Data shown –
********

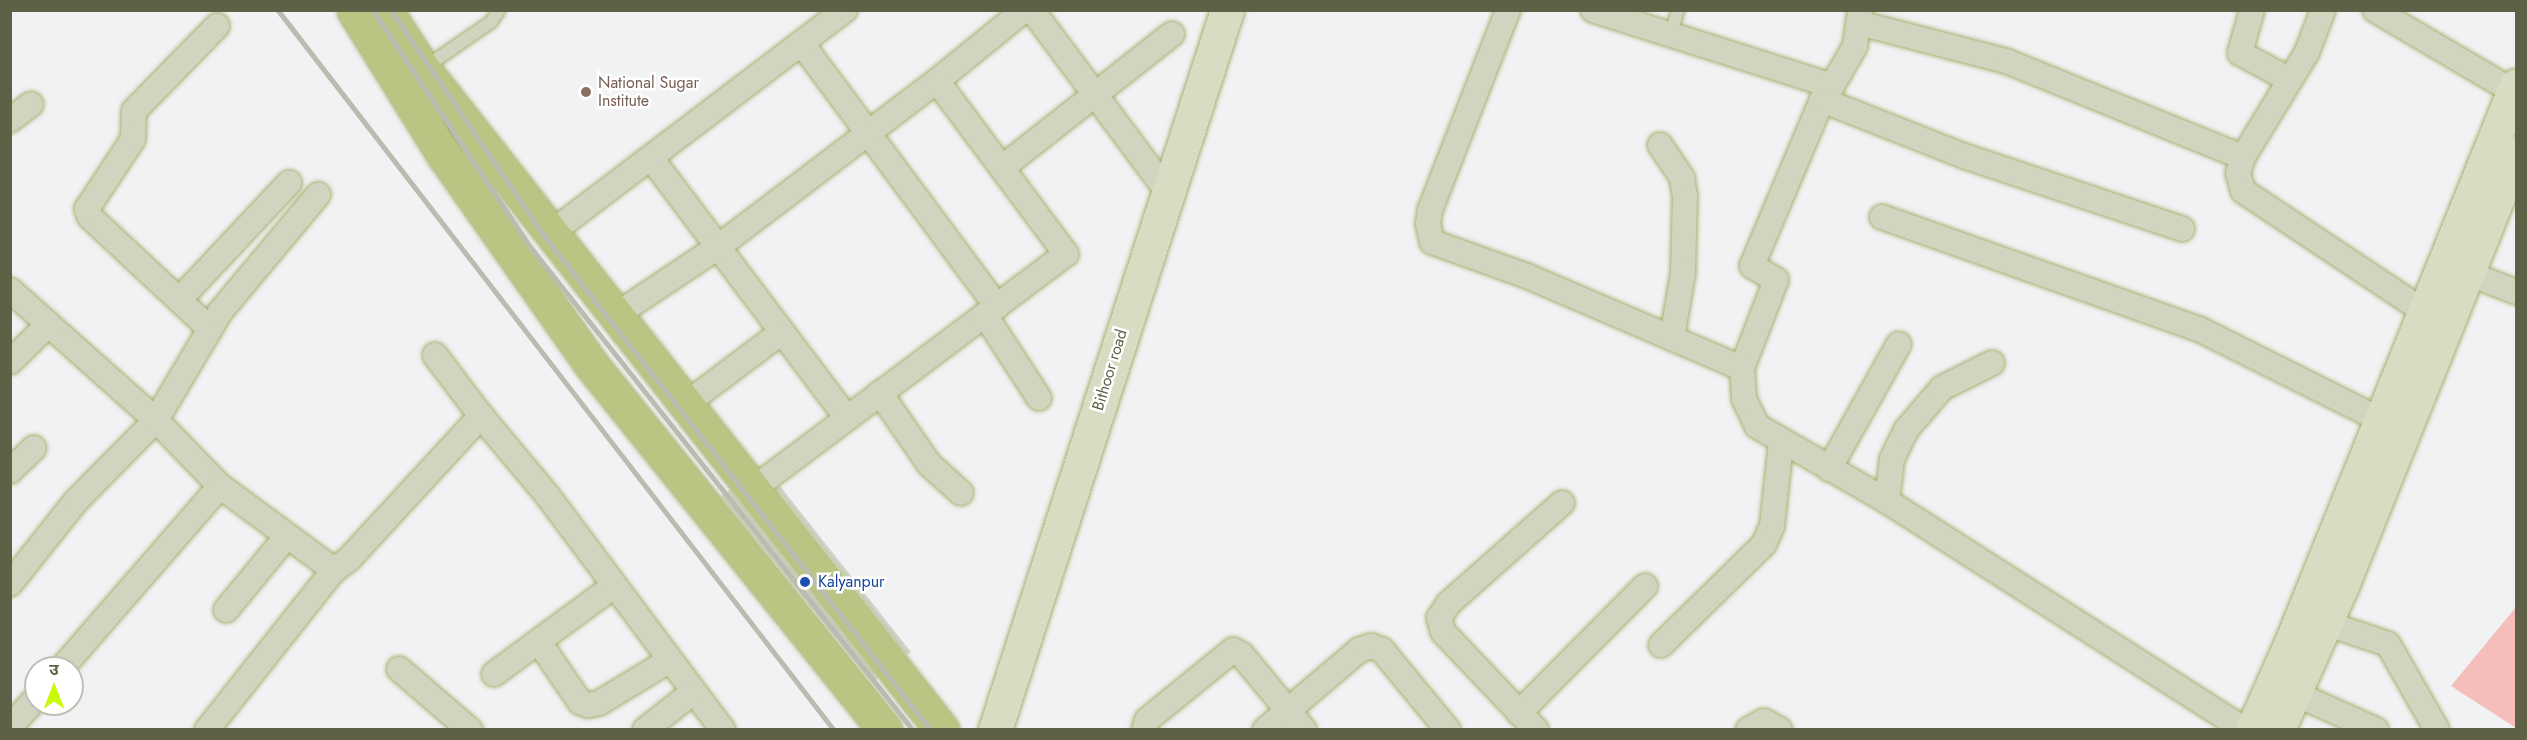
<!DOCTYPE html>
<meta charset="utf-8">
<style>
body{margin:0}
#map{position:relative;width:2527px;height:740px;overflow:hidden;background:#f1f2f4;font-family:Jost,"Noto Sans Devanagari",sans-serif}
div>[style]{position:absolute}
.green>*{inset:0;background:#f5bebc}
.building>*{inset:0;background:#d1d4ca}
.roads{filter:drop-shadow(0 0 2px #a6b16f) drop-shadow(0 0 2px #a6b16f)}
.lane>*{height:12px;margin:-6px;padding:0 6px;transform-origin:6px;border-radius:6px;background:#d2d4c0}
.street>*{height:24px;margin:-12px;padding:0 12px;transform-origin:12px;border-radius:12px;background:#d2d4c0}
.secondary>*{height:33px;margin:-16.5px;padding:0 16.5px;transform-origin:16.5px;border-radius:16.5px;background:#d7dcc2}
.highway>*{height:33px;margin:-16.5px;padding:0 16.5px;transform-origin:16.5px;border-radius:16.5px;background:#bac583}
.rail>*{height:4.5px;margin:-2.25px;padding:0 2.25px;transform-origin:2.25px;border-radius:2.25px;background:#babcb2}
.dots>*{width:16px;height:16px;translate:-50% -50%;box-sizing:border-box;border:3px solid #fff;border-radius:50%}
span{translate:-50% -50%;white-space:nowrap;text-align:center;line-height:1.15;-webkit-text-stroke:5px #fff;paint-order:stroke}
.education-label{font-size:16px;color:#785e54}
.left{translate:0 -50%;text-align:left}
.street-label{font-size:16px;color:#5e6146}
.transit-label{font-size:16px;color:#164399}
.frame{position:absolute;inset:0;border:12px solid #5e6146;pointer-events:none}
.north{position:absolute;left:24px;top:656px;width:60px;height:60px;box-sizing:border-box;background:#fff;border:2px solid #bfc0b5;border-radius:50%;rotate:0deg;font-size:16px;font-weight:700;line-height:24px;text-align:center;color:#5e6146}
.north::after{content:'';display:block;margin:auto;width:21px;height:27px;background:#c6fb03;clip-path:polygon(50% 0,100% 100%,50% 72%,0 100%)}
</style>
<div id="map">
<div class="green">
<i style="clip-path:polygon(2516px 607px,2516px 728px,2451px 686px)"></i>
</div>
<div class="building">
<i style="clip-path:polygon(780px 486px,911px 652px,907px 655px,777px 489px)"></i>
<i style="clip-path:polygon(730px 490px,878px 678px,872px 683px,721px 496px)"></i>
</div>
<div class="roads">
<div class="lane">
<i style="left:1671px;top:33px;width:24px;rotate:-73deg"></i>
<i style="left:424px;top:68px;width:81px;rotate:-34.5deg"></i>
<i style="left:491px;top:22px;width:14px;rotate:-56deg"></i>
</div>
<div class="street">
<i style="left:1032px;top:10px;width:226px;rotate:53.3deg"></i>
<i style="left:1508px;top:10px;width:215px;rotate:111.3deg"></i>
<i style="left:1430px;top:210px;width:14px;rotate:98deg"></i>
<i style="left:1428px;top:224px;width:18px;rotate:77deg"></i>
<i style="left:1432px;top:242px;width:101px;rotate:19.7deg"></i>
<i style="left:1527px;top:276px;width:234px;rotate:23.2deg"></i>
<i style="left:1593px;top:10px;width:251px;rotate:17.6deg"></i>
<i style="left:1832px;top:86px;width:17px;rotate:126deg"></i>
<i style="left:1822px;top:100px;width:180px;rotate:112.9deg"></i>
<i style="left:1752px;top:266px;width:28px;rotate:30deg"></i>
<i style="left:1776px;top:280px;width:94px;rotate:111.1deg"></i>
<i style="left:1742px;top:368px;width:31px;rotate:86deg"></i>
<i style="left:1744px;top:399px;width:30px;rotate:64deg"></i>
<i style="left:1757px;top:426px;width:150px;rotate:30deg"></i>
<i style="left:1887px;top:501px;width:425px;rotate:32.6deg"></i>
<i style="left:2252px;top:10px;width:45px;rotate:105.6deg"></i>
<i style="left:2240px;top:53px;width:55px;rotate:28.4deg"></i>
<i style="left:2375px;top:10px;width:161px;rotate:30.5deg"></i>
<i style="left:1859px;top:23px;width:152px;rotate:14.5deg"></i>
<i style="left:2006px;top:61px;width:256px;rotate:22.1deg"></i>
<i style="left:2243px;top:157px;width:123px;rotate:-58.6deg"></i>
<i style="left:2307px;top:52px;width:45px;rotate:-69.1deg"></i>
<i style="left:802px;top:44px;width:327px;rotate:53.4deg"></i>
<i style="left:937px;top:81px;width:112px;rotate:-39.2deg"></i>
<i style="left:1832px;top:86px;width:46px;rotate:-60.1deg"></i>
<i style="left:1855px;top:46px;width:36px;rotate:-82deg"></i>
<i style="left:1822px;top:100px;width:153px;rotate:21.5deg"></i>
<i style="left:1964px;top:156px;width:230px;rotate:18.5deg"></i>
<i style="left:10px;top:120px;width:26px;rotate:-37deg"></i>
<i style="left:1660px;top:145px;width:40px;rotate:56deg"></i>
<i style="left:1682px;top:178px;width:18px;rotate:81deg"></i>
<i style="left:1685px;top:196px;width:77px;rotate:91.5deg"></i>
<i style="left:1683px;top:273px;width:66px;rotate:99.6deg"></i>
<i style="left:2243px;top:157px;width:17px;rotate:107deg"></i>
<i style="left:2238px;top:173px;width:19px;rotate:74deg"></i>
<i style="left:2243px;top:191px;width:219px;rotate:33.6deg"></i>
<i style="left:651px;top:158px;width:324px;rotate:53deg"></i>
<i style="left:1003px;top:167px;width:215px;rotate:-38.2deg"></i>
<i style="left:1882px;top:217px;width:336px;rotate:19.5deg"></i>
<i style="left:2199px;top:329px;width:203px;rotate:26.6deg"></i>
<i style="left:551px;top:233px;width:369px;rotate:-37.2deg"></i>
<i style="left:2452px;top:267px;width:69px;rotate:21.3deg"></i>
<i style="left:10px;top:290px;width:195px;rotate:41.7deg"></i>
<i style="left:156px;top:420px;width:92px;rotate:45.9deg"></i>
<i style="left:179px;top:300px;width:161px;rotate:-46.8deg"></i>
<i style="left:616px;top:315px;width:123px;rotate:-33.7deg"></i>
<i style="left:718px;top:247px;width:275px;rotate:-37.2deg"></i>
<i style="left:937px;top:81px;width:216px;rotate:53.3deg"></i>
<i style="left:1066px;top:254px;width:391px;rotate:143.1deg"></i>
<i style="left:985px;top:315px;width:99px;rotate:57deg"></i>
<i style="left:209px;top:328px;width:163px;rotate:-137deg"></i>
<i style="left:90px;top:217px;width:9px;rotate:-111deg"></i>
<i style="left:87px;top:209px;width:84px;rotate:-56.7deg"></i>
<i style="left:133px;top:139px;width:28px;rotate:-88deg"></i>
<i style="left:134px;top:111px;width:119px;rotate:-45.7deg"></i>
<i style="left:435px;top:355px;width:76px;rotate:53deg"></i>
<i style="left:10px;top:362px;width:54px;rotate:-44.3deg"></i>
<i style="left:880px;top:393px;width:86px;rotate:55.4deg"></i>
<i style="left:929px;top:464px;width:43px;rotate:42.2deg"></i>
<i style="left:686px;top:404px;width:120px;rotate:-36.9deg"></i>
<i style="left:1829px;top:469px;width:143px;rotate:-60.8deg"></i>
<i style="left:10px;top:471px;width:33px;rotate:-44deg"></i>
<i style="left:1887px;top:501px;width:42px;rotate:-83.2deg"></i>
<i style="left:1892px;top:459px;width:32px;rotate:-64deg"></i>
<i style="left:1906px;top:430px;width:55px;rotate:-49.4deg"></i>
<i style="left:1942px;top:388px;width:56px;rotate:-26.6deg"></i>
<i style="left:10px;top:584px;width:106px;rotate:-51.5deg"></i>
<i style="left:76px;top:501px;width:114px;rotate:-45.4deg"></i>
<i style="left:156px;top:420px;width:126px;rotate:-59.3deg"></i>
<i style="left:220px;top:312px;width:153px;rotate:-50.1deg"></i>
<i style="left:226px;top:610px;width:96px;rotate:-50.5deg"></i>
<i style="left:2325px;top:623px;width:66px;rotate:18.4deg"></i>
<i style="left:2388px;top:644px;width:99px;rotate:60.3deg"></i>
<i style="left:539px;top:642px;width:73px;rotate:55.7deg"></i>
<i style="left:580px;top:702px;width:9px;rotate:21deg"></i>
<i style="left:588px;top:705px;width:11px;rotate:-10deg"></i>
<i style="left:599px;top:703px;width:83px;rotate:-31.2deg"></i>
<i style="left:1661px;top:645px;width:144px;rotate:-44.4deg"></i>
<i style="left:1764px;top:544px;width:20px;rotate:-66deg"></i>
<i style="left:1772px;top:526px;width:83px;rotate:-83.8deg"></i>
<i style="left:62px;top:668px;width:241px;rotate:-49deg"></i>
<i style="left:220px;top:486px;width:142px;rotate:36.4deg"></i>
<i style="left:399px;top:669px;width:94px;rotate:40.7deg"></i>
<i style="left:494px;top:674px;width:149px;rotate:-36.3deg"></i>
<i style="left:2294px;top:693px;width:90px;rotate:24.3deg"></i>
<i style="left:1519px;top:713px;width:179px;rotate:-45.2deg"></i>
<i style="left:10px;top:727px;width:39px;rotate:-48deg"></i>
<i style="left:207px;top:730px;width:204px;rotate:-51.6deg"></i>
<i style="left:334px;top:570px;width:19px;rotate:-36deg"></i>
<i style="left:349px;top:559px;width:195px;rotate:-47.3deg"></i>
<i style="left:481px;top:416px;width:103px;rotate:50.1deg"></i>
<i style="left:547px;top:495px;width:294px;rotate:53.2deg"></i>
<i style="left:645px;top:730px;width:61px;rotate:-38.4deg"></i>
<i style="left:1144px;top:730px;width:10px;rotate:-73deg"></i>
<i style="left:1147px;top:720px;width:111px;rotate:-39.1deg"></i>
<i style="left:1233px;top:650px;width:9px;rotate:27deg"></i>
<i style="left:1241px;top:654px;width:99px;rotate:50.3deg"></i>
<i style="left:1265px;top:730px;width:123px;rotate:-40.4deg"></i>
<i style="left:1359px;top:650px;width:13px;rotate:-18deg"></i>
<i style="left:1371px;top:646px;width:12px;rotate:20deg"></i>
<i style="left:1382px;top:650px;width:104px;rotate:50.5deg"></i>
<i style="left:1536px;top:730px;width:135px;rotate:-133.5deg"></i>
<i style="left:1443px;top:632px;width:15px;rotate:-106deg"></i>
<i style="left:1439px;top:618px;width:18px;rotate:-56deg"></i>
<i style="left:1449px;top:603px;width:151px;rotate:-41.5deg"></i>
<i style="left:1748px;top:730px;width:18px;rotate:-29deg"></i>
<i style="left:1764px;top:721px;width:18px;rotate:29deg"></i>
</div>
<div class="secondary">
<i style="left:995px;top:730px;width:756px;rotate:-72.14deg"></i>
<i style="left:2252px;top:730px;width:98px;rotate:-66deg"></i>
<i style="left:2292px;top:640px;width:598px;rotate:-68.02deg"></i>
<i style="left:2278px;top:730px;width:161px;rotate:-66.1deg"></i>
<i style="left:2343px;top:583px;width:464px;rotate:-68.1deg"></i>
</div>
<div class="highway">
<i style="left:354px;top:10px;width:171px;rotate:58.2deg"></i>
<i style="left:444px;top:155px;width:254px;rotate:54.9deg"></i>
<i style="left:590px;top:363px;width:471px;rotate:51.2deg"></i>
<i style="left:385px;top:10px;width:70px;rotate:57.2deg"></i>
<i style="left:423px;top:69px;width:840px;rotate:51.86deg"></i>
</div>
</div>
<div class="rail">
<i style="left:278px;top:10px;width:910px;rotate:52.32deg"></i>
<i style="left:373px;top:10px;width:282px;rotate:56.4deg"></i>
<i style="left:529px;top:245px;width:619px;rotate:51.63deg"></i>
<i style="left:391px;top:10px;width:271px;rotate:55.8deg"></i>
<i style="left:543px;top:234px;width:630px;rotate:51.97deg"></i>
</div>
<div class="dots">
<i style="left:586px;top:92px;background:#8d6e63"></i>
<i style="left:805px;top:582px;background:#1a4fb4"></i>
</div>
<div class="education-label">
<span class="left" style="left:598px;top:92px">National Sugar<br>Institute</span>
</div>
<div class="street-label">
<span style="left:1110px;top:370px;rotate:-73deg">Bithoor road</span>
</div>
<div class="transit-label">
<span class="left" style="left:818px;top:582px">Kalyanpur</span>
</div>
<div class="frame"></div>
<div class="north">उ</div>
</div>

********

Prompt – Return the opening line of the data above and every line after it up to and including the line that holds "2px #a6b16f) drop-shadow(0"; pictures stay out.

Answer to this problem –
<!DOCTYPE html>
<meta charset="utf-8">
<style>
body{margin:0}
#map{position:relative;width:2527px;height:740px;overflow:hidden;background:#f1f2f4;font-family:Jost,"Noto Sans Devanagari",sans-serif}
div>[style]{position:absolute}
.green>*{inset:0;background:#f5bebc}
.building>*{inset:0;background:#d1d4ca}
.roads{filter:drop-shadow(0 0 2px #a6b16f) drop-shadow(0 0 2px #a6b16f)}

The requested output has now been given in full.